Formé au Conservatoire National Supérieur de Musique et de Danse de Paris, Arthur Peyrole est l’une de ces jeunes pousses sur lesquelles les projecteurs seraient bien avisés, à l’avenir, de se braquer. Au cœur des projets chorégraphiques de sa compagnie  CieF, fondée en 2010, la notion de regard du public. Comment capturer son regard ? Comment plier et déplier les images de références piochées ça et là dans la culture populaire ? Comment changer la perception du public ? Autant de questions qu’il approfondit avec Scarlett, une pièce pour quatre danseurs et un musicien qui expose poétiquement le lien et l’interdépendance entre le créateur, sa muse, l’œuvre en train de s’écrire et le public.

Au premier regard, cependant, une telle cohabitation n’est pas flagrante, puisque sur le plateau, plongé dans l’obscurité à l’exception d’un rai de lumière, de Scarlett il ne semble pas être question. Où est la brune (O’Hara) de certains ? Où est la blonde (Johansson) plus moderne ? Scarlett ne peut être ce musicien qui, dos au public, nous donne à entendre des sons étranges, presque disharmonieux. Mais peu à peu, d’autres corps se laissent en fond de scène distinguer ; peu à peu le son se laisse plus mélodique à écouter. Comme si, finalement, l’apparition de la Muse, la réverbération et la diffraction de ses multiples caractéristiques sur un mur de miroirs, inspiraient le geste créatif de l’artiste. Dans une scénographique sombre et brillante, les danseurs donnent corps et visages à cette Muse insaisissable mais pourtant fascinante. Délaissant l’harmonie au profit de canons discordants, la masse compacte se disloque, les duos se font et se défont, jusqu’à l’émergence de quatre singularités. Et si, après tout, la Muse était un homme ? Quelques rares regards effleurent d’abord la salle, puis s’intensifient ensuite jusqu’à renverser radicalement la perspective : ce n’est pas tant les danseurs qui nous regardent, que nous qui ne parvenons pas à nous en détacher. Notre regard est comme pris au piège, capturé et fasciné.
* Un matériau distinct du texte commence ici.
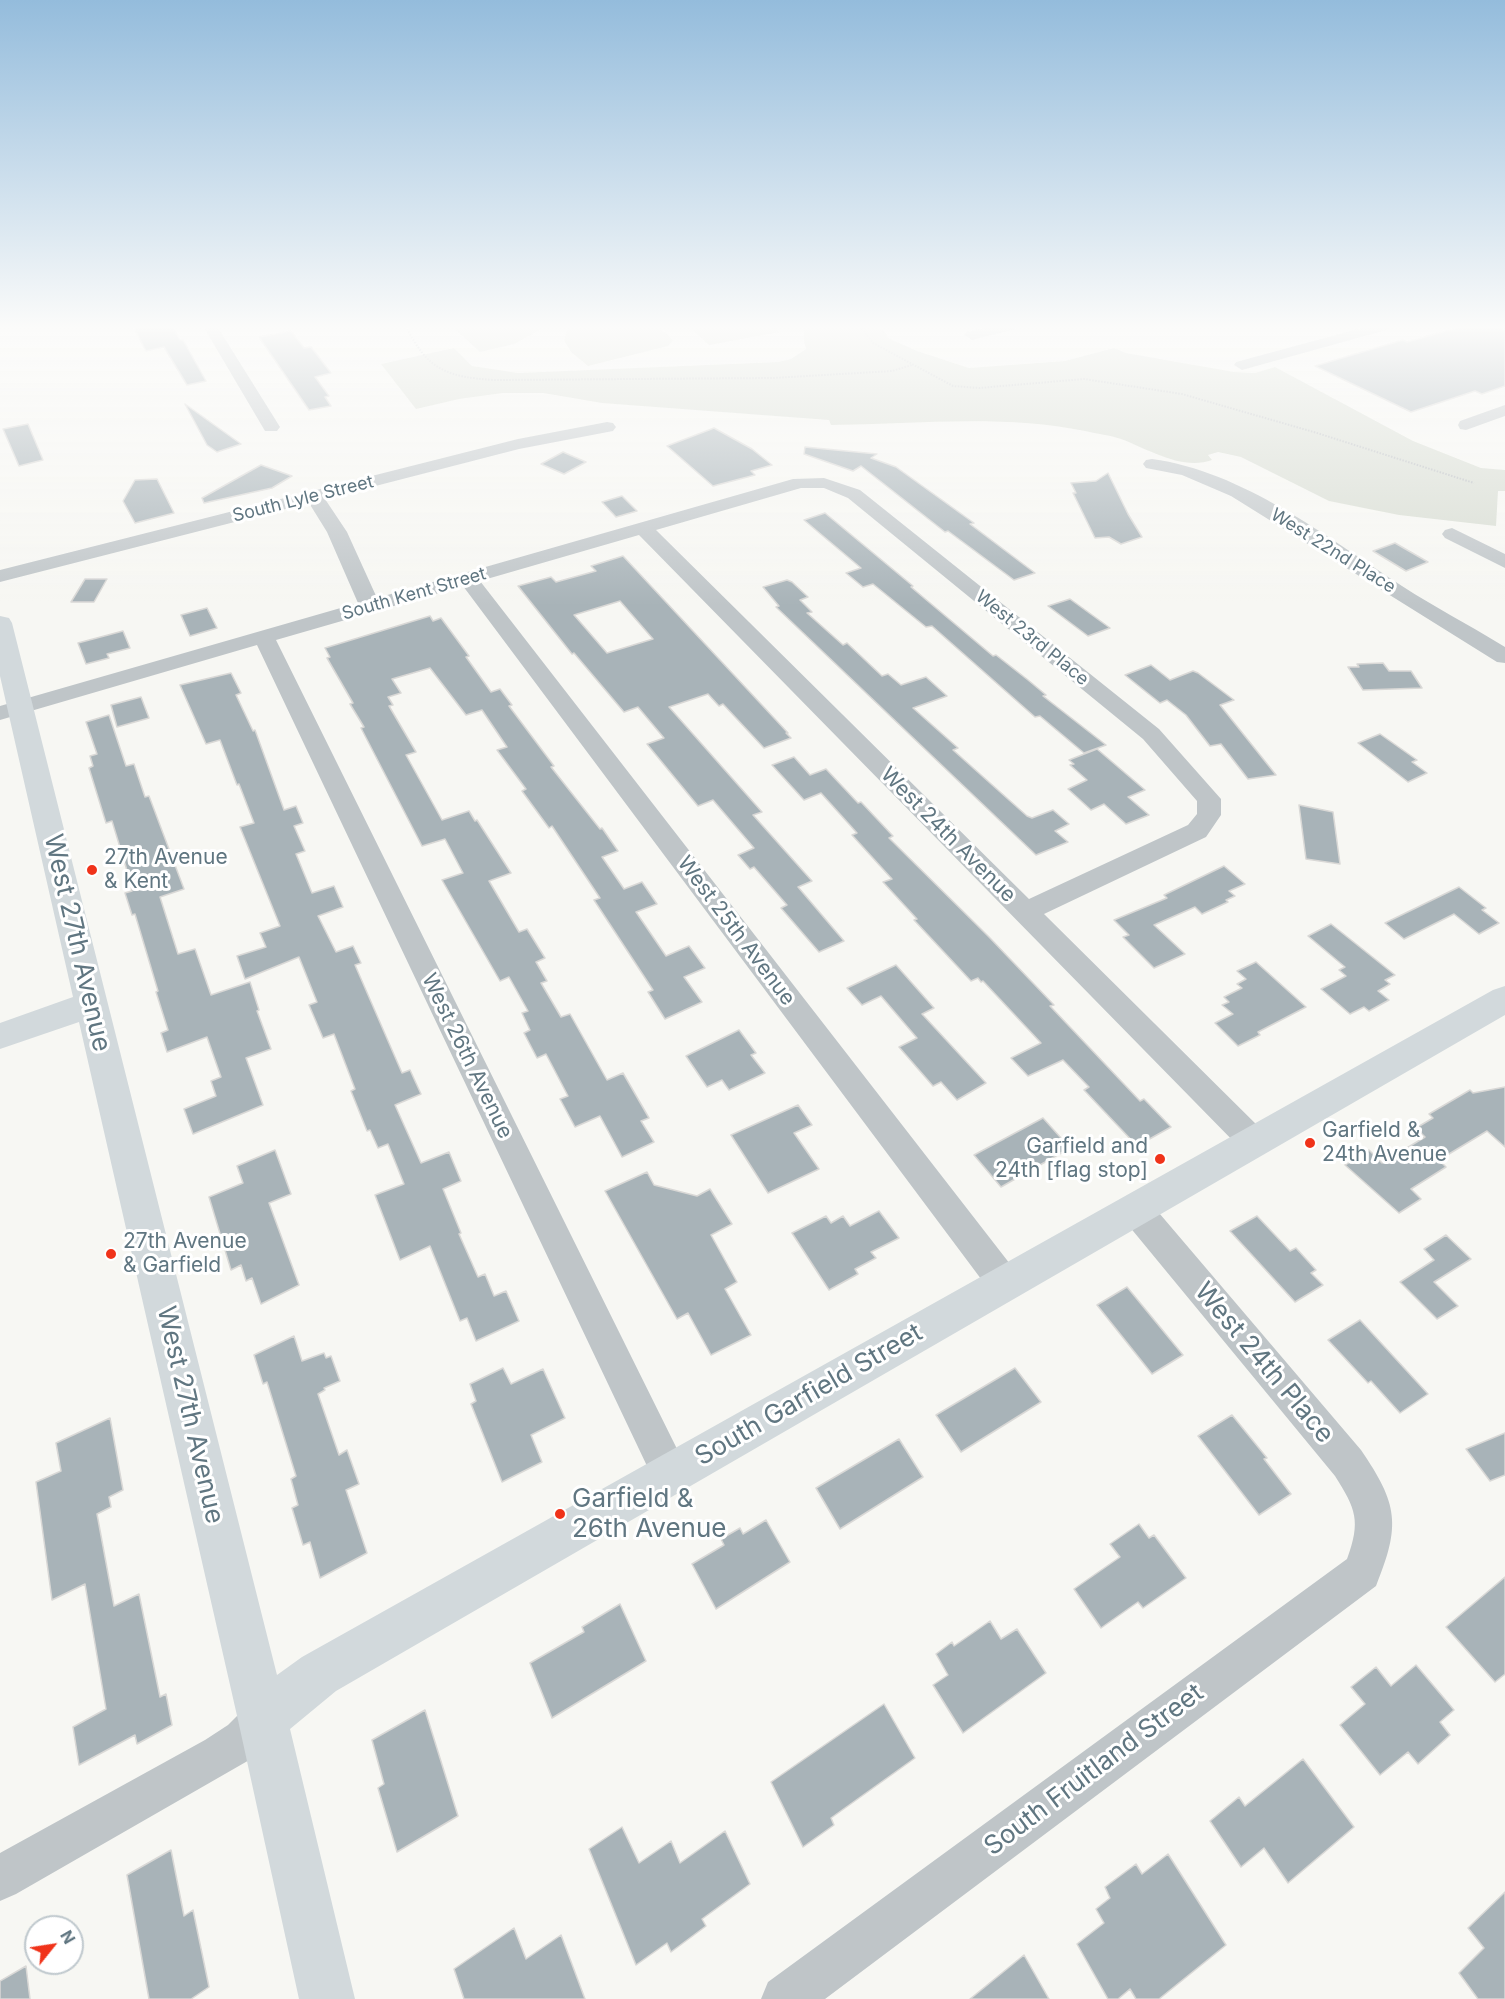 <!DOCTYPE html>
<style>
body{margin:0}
#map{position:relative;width:1505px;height:1999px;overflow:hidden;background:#f7f7f3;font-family:Inter,sans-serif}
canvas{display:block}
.north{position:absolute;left:24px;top:1915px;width:60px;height:60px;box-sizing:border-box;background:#fff;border:2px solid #bfc8cd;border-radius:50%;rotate:60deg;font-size:16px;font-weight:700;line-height:24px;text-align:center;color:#607681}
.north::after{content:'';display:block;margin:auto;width:21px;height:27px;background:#f0331a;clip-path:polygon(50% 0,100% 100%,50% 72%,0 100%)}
</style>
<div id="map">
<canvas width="1505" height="1999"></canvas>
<div class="north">N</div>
</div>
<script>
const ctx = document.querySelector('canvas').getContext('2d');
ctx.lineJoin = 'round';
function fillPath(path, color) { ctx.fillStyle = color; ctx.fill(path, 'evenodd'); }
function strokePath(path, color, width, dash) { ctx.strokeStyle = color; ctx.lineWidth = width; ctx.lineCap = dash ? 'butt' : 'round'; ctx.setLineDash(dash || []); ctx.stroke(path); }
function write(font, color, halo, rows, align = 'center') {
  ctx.font = font + ' Inter,sans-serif'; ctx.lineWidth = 6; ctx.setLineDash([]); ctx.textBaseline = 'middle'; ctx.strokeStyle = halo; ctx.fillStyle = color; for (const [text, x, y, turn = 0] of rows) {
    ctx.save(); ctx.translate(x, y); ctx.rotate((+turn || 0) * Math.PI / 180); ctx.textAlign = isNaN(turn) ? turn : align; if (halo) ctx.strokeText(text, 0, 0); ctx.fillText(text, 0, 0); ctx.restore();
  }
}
fillPath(new Path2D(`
 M452 326H547L514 344 480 352Z
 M569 326H658L673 340 668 346 588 366 571 352 564 340Z
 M688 326H772L779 332 709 345Z
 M804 326H878L890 339 917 351 969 368 1065 361 1114 348 1126 353 1234 372 1255 373 1275 367 1413 441 1481 468 1505 470V491H1498L1496 526 1399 515 1329 501 1241 457 1218 452 1208 455 1212 460C1182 471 1148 449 1121 439 1110 435 1097 434 1085 431 1002 414 916 424 831 425L829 420 602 403 543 393H503L459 399 416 409 381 364 454 348 472 366 518 373 778 362 791 359 806 349 804 341Z`), '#d7dcd2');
const building = new Path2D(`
 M133 326H172L180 340H183L206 381 187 385 164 347 146 351Z
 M1464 326H1495L1505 330V386L1482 394 1475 391 1411 412 1315 366 1403 340 1407 342Z
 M291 331 304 348 311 347 331 373 315 377 329 396 325 397 331 406 309 410 259 337Z
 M185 404 241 444 217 452 207 445Z
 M28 424 43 460 19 466 3 429Z
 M714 428 752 449 772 465 751 471 755 475 713 486 667 446Z
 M805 447 877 454 871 458 896 467 974 523 970 524 1035 573 1014 580 948 531 945 532 861 466 853 471 804 454Z
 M563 452 586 462 564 474 541 464Z
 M261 465 292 476 272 488 204 503 202 498Z
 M1108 473 1128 514 1142 537 1121 544 1109 537 1095 538 1073 493H1076L1071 483 1096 481Z
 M157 479 174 513 135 523 123 501 135 480Z
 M622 496 637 511 616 517 602 502Z
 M825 513 913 586 911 587 993 656 996 655 1028 680 1046 695 1043 696 1106 745 1084 753 1040 716 1035 717 932 626 926 627 873 584 863 587 846 573 861 568 804 520Z
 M1395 543 1428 562 1406 571 1373 551Z
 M623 556 788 733H786L791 738 764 748 723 704 719 706 708 694 669 707 762 812 753 815 812 881 798 887 844 941 819 952 781 908 787 905 754 867 750 869 738 855 754 848 713 800 698 806 647 744 664 738 638 707 624 712 574 653 572 654 518 586 551 577 556 582 596 571 591 566ZM620 601 653 639 607 653 574 615Z
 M85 579H107L94 602H71Z
 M787 580 792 582 808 597 800 600 812 612 807 613 843 645 847 643 882 676 888 674 901 685 926 677 947 696 913 708 958 748 953 750 1027 816 1032 818 1053 810 1069 824 1055 831 1068 842 1036 855 776 607 779 606 763 587Z
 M1070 599 1110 628 1088 636 1048 606Z
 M207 608 217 628 190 636 181 615Z
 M430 616 433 621 441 618 469 656 466 657 491 692 500 689 512 705 509 706 554 766 551 767 600 829 602 828 618 851 602 857 624 889 642 882 657 904 636 912 666 956 689 946 705 968 684 977 702 1002 665 1019 648 992 653 990 594 900 600 898 552 826 549 828 522 791 526 789 497 750 507 747 482 710 466 715 430 668 392 679 401 693 388 697 393 705 389 706 416 752 406 755 442 820 469 811 475 821 477 820 511 873 489 881 519 932 527 929 545 958 536 962 547 981 541 983 561 1017 570 1014 607 1080 623 1073 649 1118 641 1121 654 1142 622 1157 600 1116 575 1127 560 1099 568 1096 546 1054 537 1058 524 1033 530 1030 522 1013 528 1011 509 977 500 981 442 880 463 873 445 839 422 846 361 728 364 727 350 704 353 703 327 658 330 657 325 648Z
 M123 631 130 648 107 654 109 658 86 664 78 643Z
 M1383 663 1389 671H1411L1422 688 1363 690 1348 667H1359L1357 664Z
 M1151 665 1170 680 1193 671 1198 673 1234 700 1220 705 1276 775 1248 779 1221 744 1210 746 1186 715 1167 700 1160 703 1125 675Z
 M231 673 241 693 236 695 253 731 255 730 284 810 296 806 303 823 294 826 305 851 296 854 312 893 334 886 343 907 318 916 336 952 353 946 361 963 355 965 402 1073 410 1070 421 1094 395 1105 421 1163 449 1152 461 1181 443 1189 461 1233 459 1234 478 1277 485 1274 494 1296 506 1291 519 1321 476 1341 467 1318 460 1321 430 1246 400 1260 375 1195 404 1184 388 1144 378 1148 370 1130 367 1131 351 1091 355 1089 334 1034 323 1038 309 1005 317 1002 299 957 245 979 237 956 266 947 260 933 280 926 240 827 254 823 239 784 237 785 220 740 206 744 180 685Z
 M141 697 149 718 117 727 111 705Z
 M109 715 126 766 134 764 145 797 149 796 184 889 160 897 178 954 195 949 211 995 250 982 259 1010 257 1011 271 1049 246 1058 263 1105 193 1134 184 1109 216 1096 211 1081 221 1077 207 1037 167 1052 161 1033 168 1030 156 992 158 991 135 914 132 915 125 893 132 891 126 867 112 821 106 823 89 768 93 766 90 756 97 754 86 722Z
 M1380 734 1417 760 1412 762 1427 773 1408 782 1358 743Z
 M1097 749 1145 790 1128 797 1149 815 1126 824 1104 804 1091 810 1068 789 1087 780 1070 765 1074 764 1069 760Z
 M794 757 810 775 826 769 858 803 861 802 893 836 889 838 989 937 1054 1005 1050 1006 1087 1045 1140 1101 1144 1099 1171 1127 1137 1146 1084 1090 1089 1087 1063 1060 1028 1076 1011 1058 1041 1043 983 981 981 982 978 978 971 981 914 920 917 919 883 882 892 879 852 835 857 833 821 793 804 800 772 765Z
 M1299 805 1333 812 1340 864 1306 859Z
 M1224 866 1245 884 1229 891 1235 896 1226 900 1228 902 1202 914 1195 907 1154 925 1185 954 1154 968 1123 937 1129 935 1114 920 1167 898 1164 895Z
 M1459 887 1486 908 1482 910 1499 923 1479 934 1454 914 1404 939 1385 923Z
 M1331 924 1395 975 1385 980 1390 984 1378 991 1389 1000 1369 1011 1364 1007 1350 1014 1321 989 1346 976 1339 970 1345 967 1308 936Z
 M1256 962 1306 1007 1258 1032 1260 1035 1238 1046 1215 1023 1233 1014 1222 1005 1229 1002 1224 997 1242 988 1237 984 1246 979 1237 971Z
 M896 965 934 1008 922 1014 986 1083 957 1100 941 1082 933 1086 899 1047 917 1038 881 996 862 1005 847 988Z
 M739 1030 756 1053 751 1055 765 1073 729 1090 722 1080 707 1087 686 1056Z
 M1505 1087V1147L1487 1131 1439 1160 1446 1167 1411 1189 1421 1199 1399 1213 1345 1165 1369 1150 1382 1163 1425 1137 1416 1128 1433 1118 1429 1114 1470 1090 1473 1093Z
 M798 1105 812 1125 794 1133 819 1169 768 1193 731 1135Z
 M1043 1118 1070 1148 1001 1187 974 1155Z
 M275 1150 291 1194 269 1203 299 1285 261 1304 252 1278 246 1281 241 1265 231 1270 209 1197 243 1183 237 1166Z
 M647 1172 654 1185 697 1196 710 1189 732 1224 711 1235 737 1282 725 1289 751 1335 711 1355 688 1313 677 1319 605 1191Z
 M879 1211 899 1238 871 1252 876 1258 855 1269 858 1274 829 1290 792 1233 826 1216 831 1223 843 1216 850 1226Z
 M1257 1216 1290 1251 1296 1248 1316 1270 1311 1273 1323 1285 1295 1302 1230 1231Z
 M1446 1235 1471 1259 1434 1282 1458 1306 1437 1319 1400 1282 1434 1260 1424 1249Z
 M1127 1287 1183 1355 1152 1374 1097 1305Z
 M1360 1320 1428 1394 1400 1413 1371 1381 1368 1383 1328 1340Z
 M294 1336 302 1361 324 1353 326 1358 331 1356 340 1381 324 1388 325 1390 318 1394 339 1455 347 1450 359 1484 346 1490 367 1553 320 1578 310 1542 303 1545 292 1508 298 1505 291 1479 296 1476 267 1382 263 1384 254 1355Z
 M503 1368 511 1384 543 1369 565 1418 531 1435 542 1462 502 1482 471 1404 476 1401 470 1384Z
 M1015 1368 1041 1402 961 1452 936 1415Z
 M1232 1415 1267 1458 1264 1459 1291 1494 1259 1515 1198 1436Z
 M110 1418 123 1490 109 1497 111 1507 97 1514 114 1606 139 1594 160 1697 166 1694 172 1725 137 1744 135 1735 79 1765 73 1727 106 1709 85 1584 52 1600 36 1482 61 1471 56 1443Z
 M1505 1433V1475L1490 1481 1466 1449Z
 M899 1439 923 1477 840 1529 816 1488Z
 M766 1520 790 1562 716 1609 692 1564 724 1545 721 1539 740 1528 743 1534Z
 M1139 1524 1149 1538 1154 1535 1186 1578 1143 1608 1138 1602 1101 1628 1074 1589 1120 1557 1110 1544Z
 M1505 1577V1674L1495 1682 1446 1627Z
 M620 1604 646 1661 552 1718 530 1663 584 1632 582 1627Z
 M990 1621 1001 1639 1017 1629 1046 1673 963 1733 933 1685 948 1675 936 1654 952 1642 954 1646Z
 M1416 1665 1454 1710 1440 1722 1450 1735 1418 1764 1408 1752 1380 1775 1340 1725 1365 1704 1351 1687 1376 1667 1391 1686Z
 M884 1704 915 1758 831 1818 834 1825 803 1847 771 1782Z
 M425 1710 458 1816 397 1852 378 1788 384 1784 372 1740Z
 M1303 1759 1354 1827 1288 1883 1264 1848 1241 1867 1210 1821 1239 1797 1245 1806Z
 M622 1827 639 1863 671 1841 680 1863 725 1831 750 1884 702 1919 706 1926 671 1952 667 1943 636 1965 589 1849Z
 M171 1850 184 1916 193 1910 209 1987 191 1999H149L127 1875Z
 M1168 1854 1226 1945 1159 1999H1136L1130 1989 1118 1999H1108L1077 1944 1104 1923 1096 1909 1110 1898 1105 1887 1136 1864 1142 1874Z
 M1505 1892V1999H1478L1459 1973 1484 1948 1468 1928Z
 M514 1928 526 1959 561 1935 585 1999H464L454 1969Z
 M1024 1955 1049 1999H970Z
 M26 1966 30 1999H0V1981Z`);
fillPath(building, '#a8b3b8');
strokePath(building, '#d9d8d6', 1.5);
strokePath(new Path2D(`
 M406 326C427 370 447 377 494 380L773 378 892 371 912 365
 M860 326 873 343 953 386 979 388 1084 379 1182 394 1317 433 1474 483`), '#b9bdc0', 2, [1.5, 1.5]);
fillPath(new Path2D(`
 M203 326H217L280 427 277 431H265Z
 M992 326H1018L1015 329 972 340 964 335 967 332Z
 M1369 326H1393L1390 329 1242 370 1234 365 1236 362Z
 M1505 405V416L1466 430 1460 429 1458 425 1460 421Z
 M607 422 613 423 616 427 613 431 519 449 325 499 347 532 377 598 793 479 824 478 860 490 1159 729 1221 799V815L1206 837 1044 914 1265 1133 1270 1142 1265 1151 1254 1155 1243 1151 639 535 480 581 1017 1273 1022 1284 1017 1295 1005 1300 993 1295 463 586 276 640 683 1461 689 1474 683 1487 670 1493 657 1487 257 645 0 720V706L358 603 327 532 309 503 0 582V570L518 439ZM801 488H824L848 498 1143 739 1197 801V814L1188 825 1029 899 656 530Z
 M1152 459C1242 471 1327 537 1402 586 1434 607 1468 624 1500 644L1505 647V663L1497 662 1231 496 1182 475 1146 468 1143 464 1146 460Z
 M1452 528 1505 554V568L1445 538 1442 534 1445 530Z
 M1136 1196 1148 1200 1361 1450C1398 1504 1401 1525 1376 1586L825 1999H761L768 1982 1347 1559C1361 1521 1356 1509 1335 1476L1124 1220 1120 1210 1124 1200Z
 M263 1699 278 1705 284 1720 278 1735 258 1755 16 1894 0 1901V1853L205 1740 228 1725 248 1705Z`), '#bfc5c8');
fillPath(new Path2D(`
 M0 616 9 618 12 623 277 1675 302 1657 1493 990 1505 986V1015L336 1691 290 1729 355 1999H299L238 1720 79 1022 0 1049V1023L73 997 0 676Z`), '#d2d9dc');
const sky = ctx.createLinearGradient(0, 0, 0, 606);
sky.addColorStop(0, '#94bcdc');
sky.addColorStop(0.54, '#fbfbfa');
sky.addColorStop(1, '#fbfbfa00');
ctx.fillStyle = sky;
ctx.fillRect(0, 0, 1505, 606);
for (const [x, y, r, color] of [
 [92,870,6,"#f0331a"],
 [1310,1143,6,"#f0331a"],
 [1160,1159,6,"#f0331a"],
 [111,1254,6,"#f0331a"],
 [560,1514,6,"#f0331a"]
]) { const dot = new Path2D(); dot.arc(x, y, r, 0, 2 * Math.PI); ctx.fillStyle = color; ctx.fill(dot); strokePath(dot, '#fff', 2); }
write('18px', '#607681', '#fff', [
 ["South Lyle Street",303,499,-14],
 ["West 22nd Place",1333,551,32],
 ["South Kent Street",414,594,-16],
 ["West 23rd Place",1032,638,39]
]);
write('21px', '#607681', '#fff', [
 ["West 24th Avenue",948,835,45],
 ["West 25th Avenue",736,931,53],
 ["West 26th Avenue",467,1056,64]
]);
write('21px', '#607681', '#fff', [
 ["27th Avenue",104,858],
 ["& Kent",104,882],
 ["Garfield &",1322,1131],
 ["24th Avenue",1322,1155],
 ["Garfield and",1148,1147,"right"],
 ["24th [flag stop]",1148,1171,"right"],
 ["27th Avenue",123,1242],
 ["& Garfield",123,1266]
], 'left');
write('26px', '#607681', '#fff', [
 ["West 27th Avenue",77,943,77],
 ["West 24th Place",1264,1363,50],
 ["South Garfield Street",809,1395,-30],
 ["West 27th Avenue",190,1415,77],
 ["South Fruitland Street",1094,1770,-37]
]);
write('26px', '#607681', '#fff', [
 ["Garfield &",572,1499],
 ["26th Avenue",572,1529]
], 'left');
</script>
Avec Scarlett, Arthur Peyrole propose donc une réflexion captivante sur le processus de création où danse et musique, créateur et muse, œuvre et public, s’appartiennent mutuellement. Mêlant à part égale automatisme et rébellion, conformisme et invention, posture et décomposition, Scarlett renferme quelques belles et poétiques intuitions, mais laisse tout de même le public sur sa faim : l’explosion finale tant espérée, et présagée par une mise en musique électrisante, n’ayant finalement pas lieu ! Mais avec cette pièce, Peyrole se pose comme un talent à suivre avec la plus grande attention.